• **Task requirements**: Leave every picture out, and retype all the remaining records exactly.
───── The input ─────
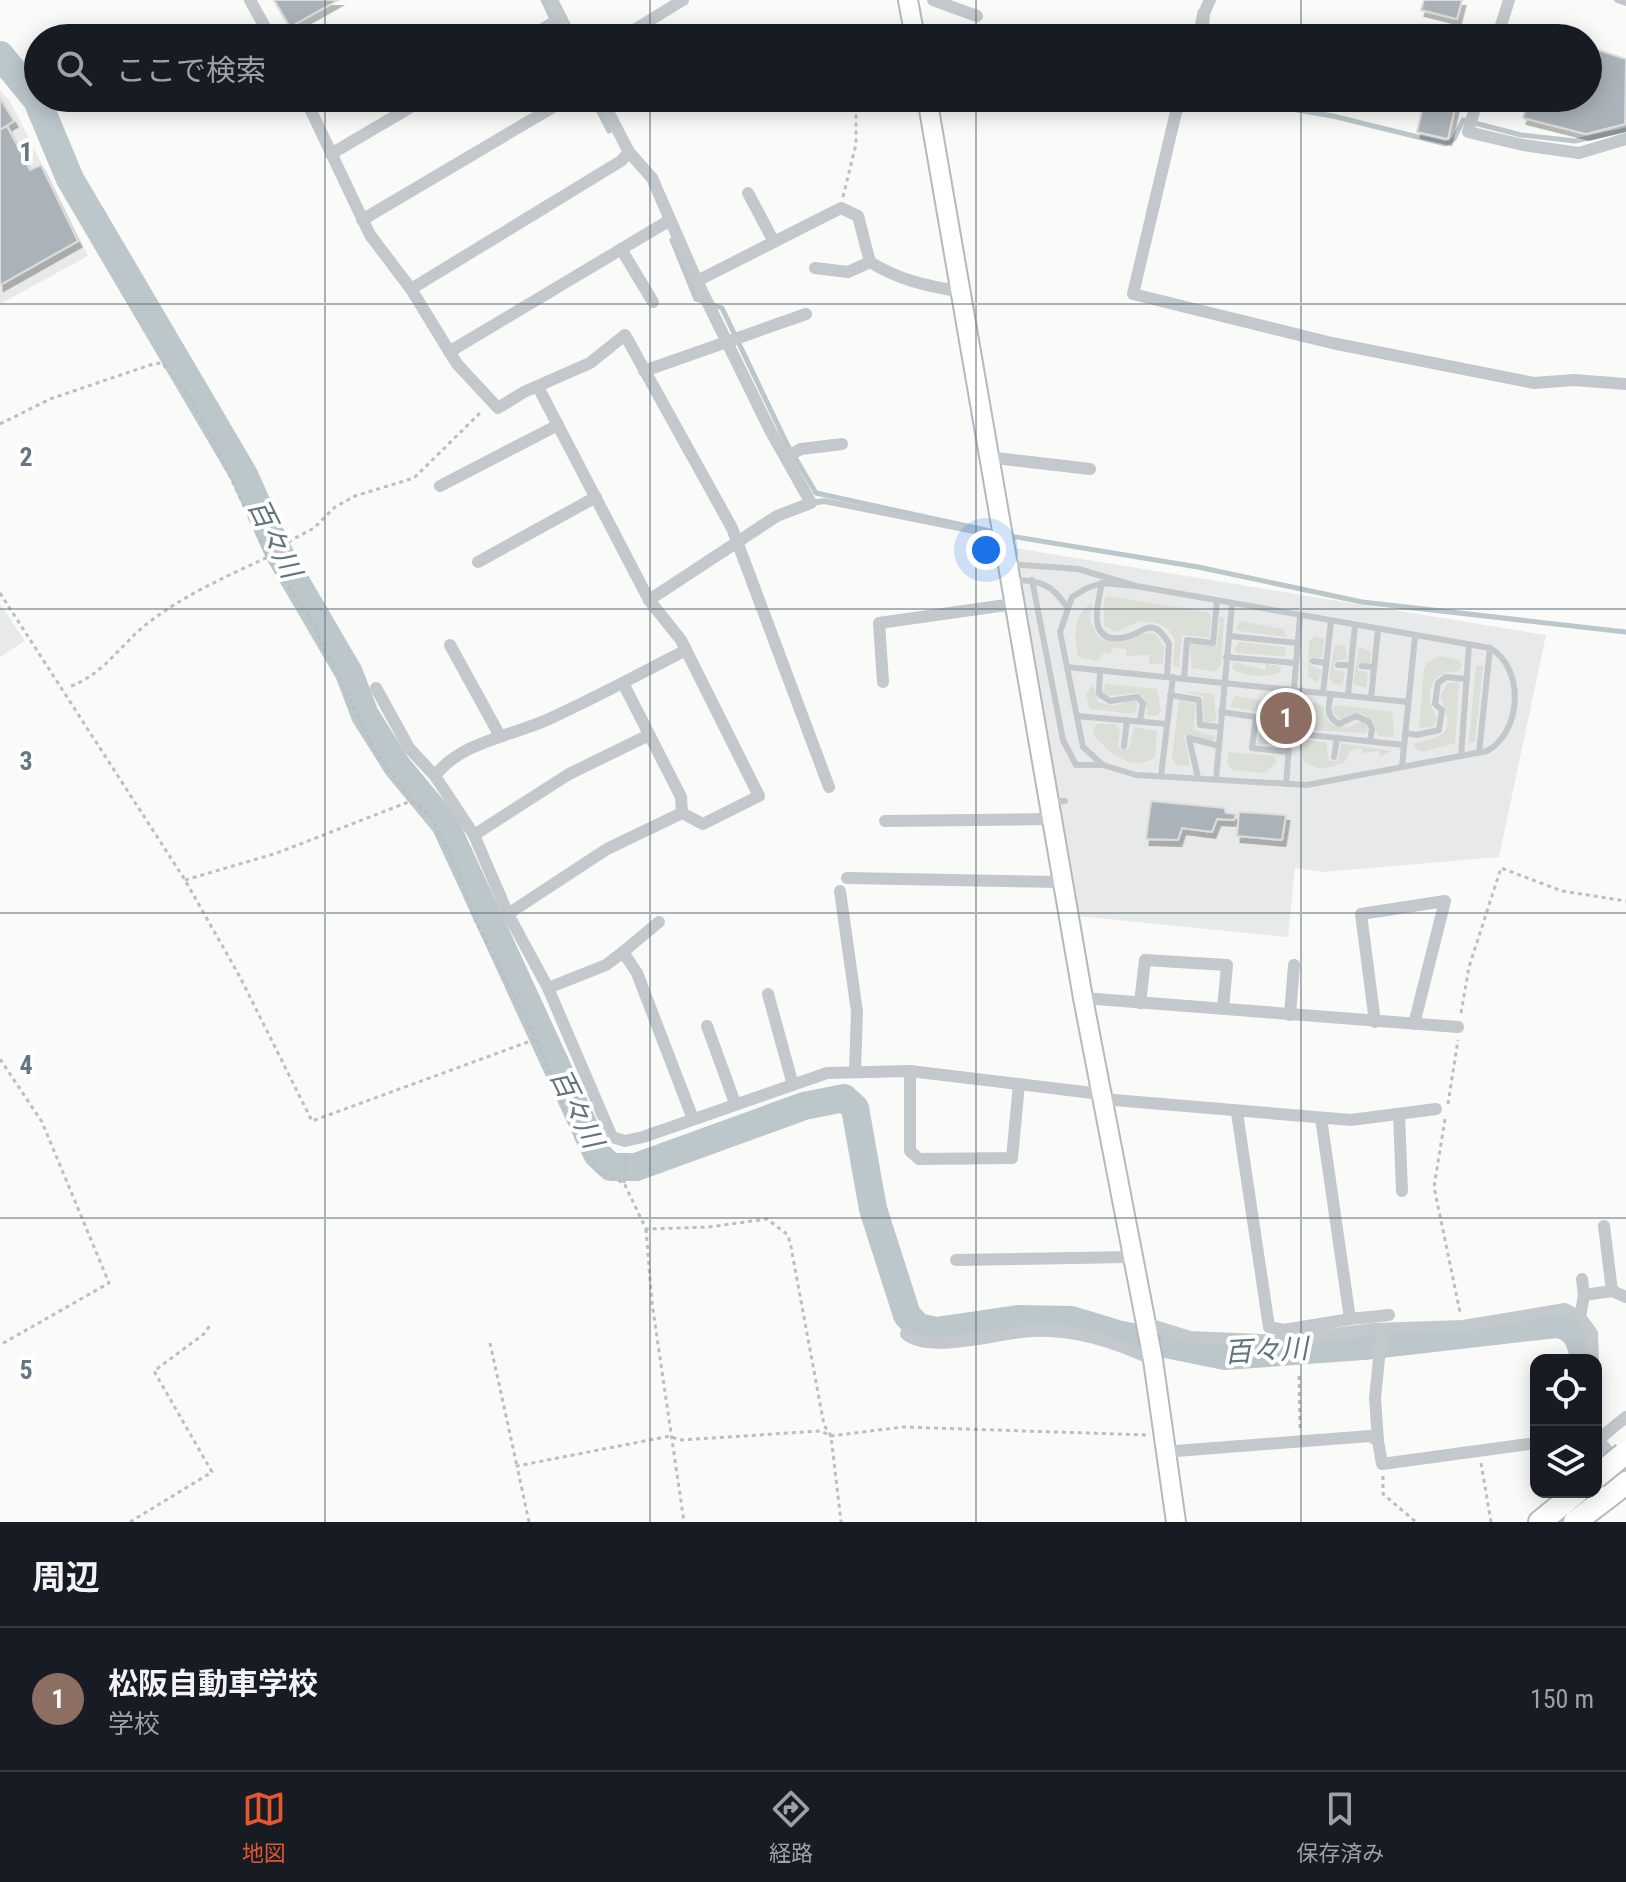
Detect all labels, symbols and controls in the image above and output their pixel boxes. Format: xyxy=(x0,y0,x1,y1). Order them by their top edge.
search box xyxy=(24,24,1602,112)
icon: search xyxy=(52,46,96,90)
text: ここで検索 xyxy=(116,53,266,88)
text: 1 xyxy=(19,137,33,167)
text: 2 xyxy=(19,442,33,472)
water label: 百々川 xyxy=(241,493,309,586)
your location xyxy=(966,530,1006,570)
pin: 1 xyxy=(1260,688,1312,748)
text: 3 xyxy=(19,746,33,776)
text: 4 xyxy=(19,1050,33,1080)
water label: 百々川 xyxy=(543,1063,611,1156)
water label: 百々川 xyxy=(1223,1332,1312,1369)
map controls xyxy=(1530,1354,1602,1498)
button: locate xyxy=(1530,1354,1602,1426)
text: 5 xyxy=(19,1355,33,1385)
button: layers xyxy=(1530,1426,1602,1498)
text: 周辺 xyxy=(32,1557,100,1597)
text: 松阪自動車学校 xyxy=(108,1666,318,1701)
text: 1 xyxy=(51,1684,65,1714)
text: 150 m xyxy=(1530,1684,1594,1714)
text: 学校 xyxy=(108,1709,160,1739)
tab: 地図 xyxy=(242,1787,286,1867)
tab: 経路 xyxy=(769,1787,813,1867)
tab: 保存済み xyxy=(1296,1787,1384,1867)

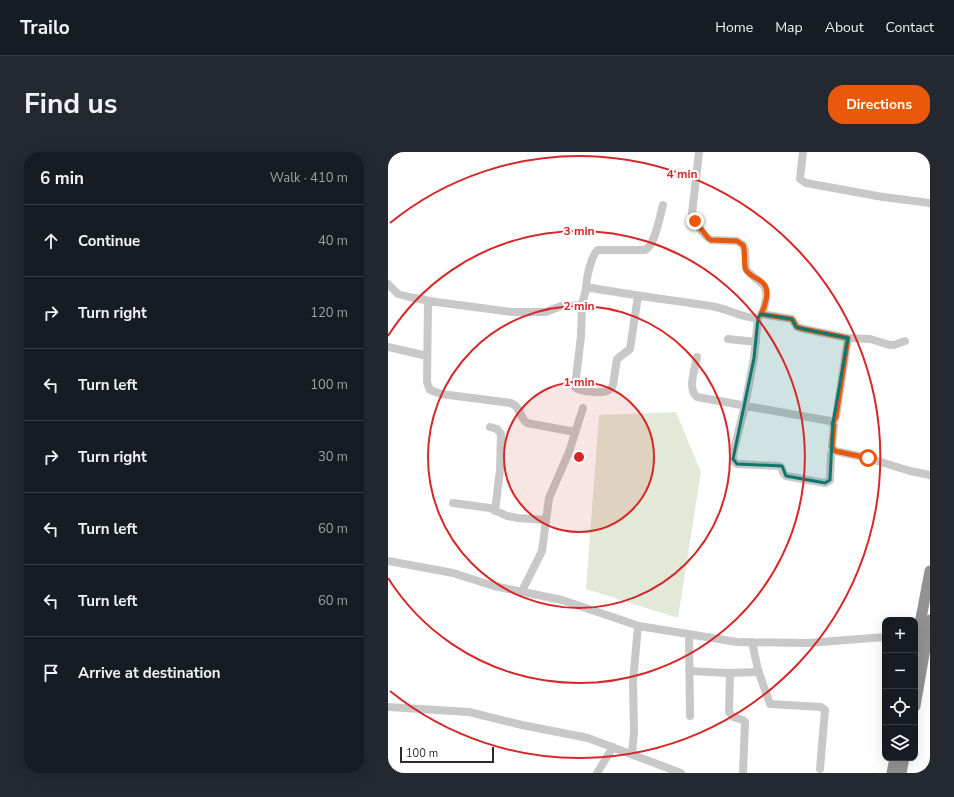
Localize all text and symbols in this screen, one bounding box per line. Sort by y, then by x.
text: Trailo [20,15,70,41]
text: Home [715,18,753,37]
text: Map [775,18,803,37]
text: About [825,18,864,37]
text: Contact [886,18,934,37]
text: Find us [24,85,118,123]
button: Directions [828,85,930,124]
text: 4 min [666,166,698,182]
text: 6 min [40,167,84,190]
text: Walk · 410 m [270,169,348,187]
route end [686,212,704,230]
text: 3 min [563,223,595,239]
icon: ahead [40,230,62,252]
text: Continue [78,231,140,251]
text: 40 m [318,232,348,250]
text: 2 min [563,298,595,314]
icon: right [40,302,62,324]
text: Turn right [78,303,147,323]
text: 120 m [310,304,348,322]
icon: left [40,374,62,396]
text: 1 min [563,374,595,390]
text: Turn left [78,375,137,395]
text: 100 m [310,376,348,394]
icon: right [40,446,62,468]
text: Turn right [78,447,147,467]
text: 30 m [318,448,348,466]
route start [859,449,877,467]
centre of rings [572,450,586,464]
icon: left [40,518,62,540]
text: Turn left [78,519,137,539]
text: 60 m [318,520,348,538]
icon: left [40,590,62,612]
text: Turn left [78,591,137,611]
text: 60 m [318,592,348,610]
map controls [882,617,918,761]
button: + [882,617,918,653]
button: − [882,653,918,689]
icon: arrive [40,662,62,684]
text: Arrive at destination [78,663,221,683]
button: locate [882,689,918,725]
button: layers [882,725,918,761]
scale bar [400,745,494,764]
text: 100 m [406,746,438,761]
─────
• **Written answer**:
Detect all labels, symbols and controls in the image above and output their pixel boxes. Format: xyxy=(x0,y0,x1,y1). Order them by their top edge.
search box xyxy=(24,24,1602,112)
icon: search xyxy=(52,46,96,90)
text: ここで検索 xyxy=(116,53,266,88)
text: 1 xyxy=(19,137,33,167)
text: 2 xyxy=(19,442,33,472)
water label: 百々川 xyxy=(241,493,309,586)
your location xyxy=(966,530,1006,570)
pin: 1 xyxy=(1260,688,1312,748)
text: 3 xyxy=(19,746,33,776)
text: 4 xyxy=(19,1050,33,1080)
water label: 百々川 xyxy=(543,1063,611,1156)
water label: 百々川 xyxy=(1223,1332,1312,1369)
map controls xyxy=(1530,1354,1602,1498)
button: locate xyxy=(1530,1354,1602,1426)
text: 5 xyxy=(19,1355,33,1385)
button: layers xyxy=(1530,1426,1602,1498)
text: 周辺 xyxy=(32,1557,100,1597)
text: 松阪自動車学校 xyxy=(108,1666,318,1701)
text: 1 xyxy=(51,1684,65,1714)
text: 150 m xyxy=(1530,1684,1594,1714)
text: 学校 xyxy=(108,1709,160,1739)
tab: 地図 xyxy=(242,1787,286,1867)
tab: 経路 xyxy=(769,1787,813,1867)
tab: 保存済み xyxy=(1296,1787,1384,1867)

Localize all text and symbols in this screen, one bounding box per line. Sort by y, then by x.
text: Trailo [20,15,70,41]
text: Home [715,18,753,37]
text: Map [775,18,803,37]
text: About [825,18,864,37]
text: Contact [886,18,934,37]
text: Find us [24,85,118,123]
button: Directions [828,85,930,124]
text: 4 min [666,166,698,182]
text: 6 min [40,167,84,190]
text: Walk · 410 m [270,169,348,187]
route end [686,212,704,230]
text: 3 min [563,223,595,239]
icon: ahead [40,230,62,252]
text: Continue [78,231,140,251]
text: 40 m [318,232,348,250]
text: 2 min [563,298,595,314]
icon: right [40,302,62,324]
text: Turn right [78,303,147,323]
text: 120 m [310,304,348,322]
icon: left [40,374,62,396]
text: 1 min [563,374,595,390]
text: Turn left [78,375,137,395]
text: 100 m [310,376,348,394]
icon: right [40,446,62,468]
text: Turn right [78,447,147,467]
text: 30 m [318,448,348,466]
route start [859,449,877,467]
centre of rings [572,450,586,464]
icon: left [40,518,62,540]
text: Turn left [78,519,137,539]
text: 60 m [318,520,348,538]
icon: left [40,590,62,612]
text: Turn left [78,591,137,611]
text: 60 m [318,592,348,610]
map controls [882,617,918,761]
button: + [882,617,918,653]
button: − [882,653,918,689]
icon: arrive [40,662,62,684]
text: Arrive at destination [78,663,221,683]
button: locate [882,689,918,725]
button: layers [882,725,918,761]
scale bar [400,745,494,764]
text: 100 m [406,746,438,761]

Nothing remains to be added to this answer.